Yeah, getting enough resources wasn’t the hard part, I didn’t touch most of the planets in the game. Running out of money was a bigger problem. The problem with getting resources was that at 2 points I had to stop playing the awesome new game I had and wanted to play more of to go do something else so that I wouldn’t get to the point of boredom where I’d be breaking things….also my thumb got kinda sore.
Speculative: I wonder if they somehow merged the “high level” of the new scanning system with the more “hands on” driving-around-and-doing-stuff of the old system, if they could come up with something of a fusion between the two.
One without the awkward Mako driving and fighting against ultimately irrelevant terrain and the woefully underpowered radar that makes you scour every square inch of the mission area to make sure you find every mineral.
One without the endless tedium of dragging a cursor mindlessly across a sphere.
I wonder how they would manage that…
I can, um, empathise with Shepard in the comic. I have this obsessive habit of ‘perfecting’ my gear, upgrades and squadmates. Even ones that I never use. >.>
I’ve played the game long enough to be halfway through it… but definitely am not, because of the compulsive urge to upgrade everything first.
I guess on the upside I can get a nicer ending to the game that way, though. And, of course, once I do really get rolling I’ll have enough minerals to never need to probe another planet until it’s hollow again.
Frankly, I’m starting to worry about myself. It used to be that all this stuff critics and professional gaming trolls found and made fun of were things that completely escaped me, but yet I could related
These days, I’m always grinning when it comes to things like that because it’s usually something that I had already noticed – like what Yatzeeh called “Connectivity” (something that I already noticed in ME1 as a good thing and in ME2 as a lack thereof) and now how the mining mini game makes me feel like I’m Lara Croft in her new job for Enron.
Guess I’m getting nerdier by the hour.
I didn’t think the mining was too bad. At least I got to hear more of the awesome Galaxy Map music.
For a second there, I thought this was going to be a Homeworld comic. “Probe away” for some reason reminds me of the chatter the game says when you build a probe, or send it somewhere.
Instead we get another comic for a game I can’t possibly afford.
When even Shamus does a comic about these newfangled games and doesn’t get references from the oldfangled games, it makes me feel ancient and lonely.
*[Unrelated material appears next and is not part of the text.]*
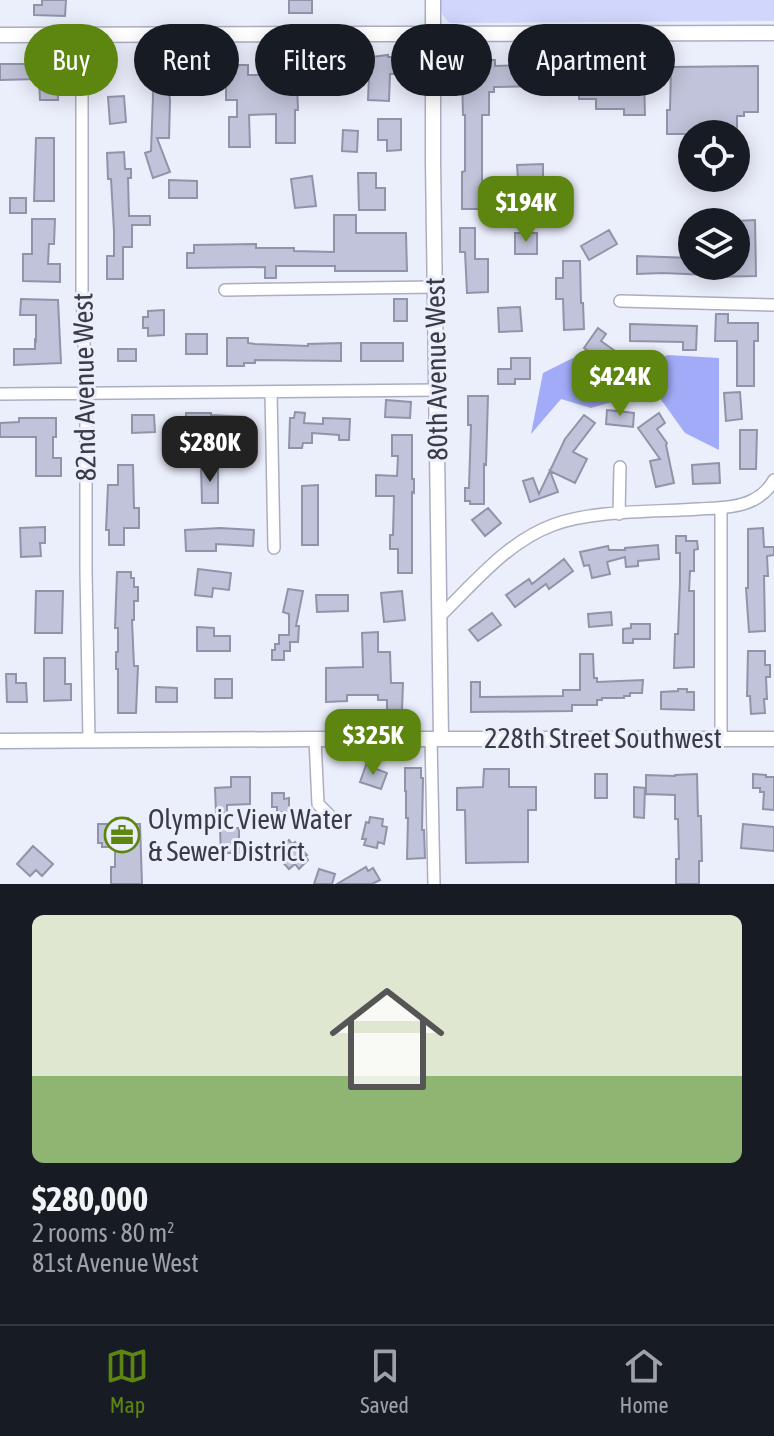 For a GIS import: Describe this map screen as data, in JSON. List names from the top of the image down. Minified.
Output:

People still care about Homeworld, right?
Homeworld = Awesome.
Truly 3d strategy, on a scale rarely since seen.
Except for the sequel, naturally.
[/fanboi]
But yes, people do still care about homeworld.
I totally thought it was an invitation.
Awkward.
It would be funnier if that was any other weapon than SMG. Seriously, they’re the best weapons in the game, number-wise. It’s the shotguns and assault rifles that are ass, with one exception in each group.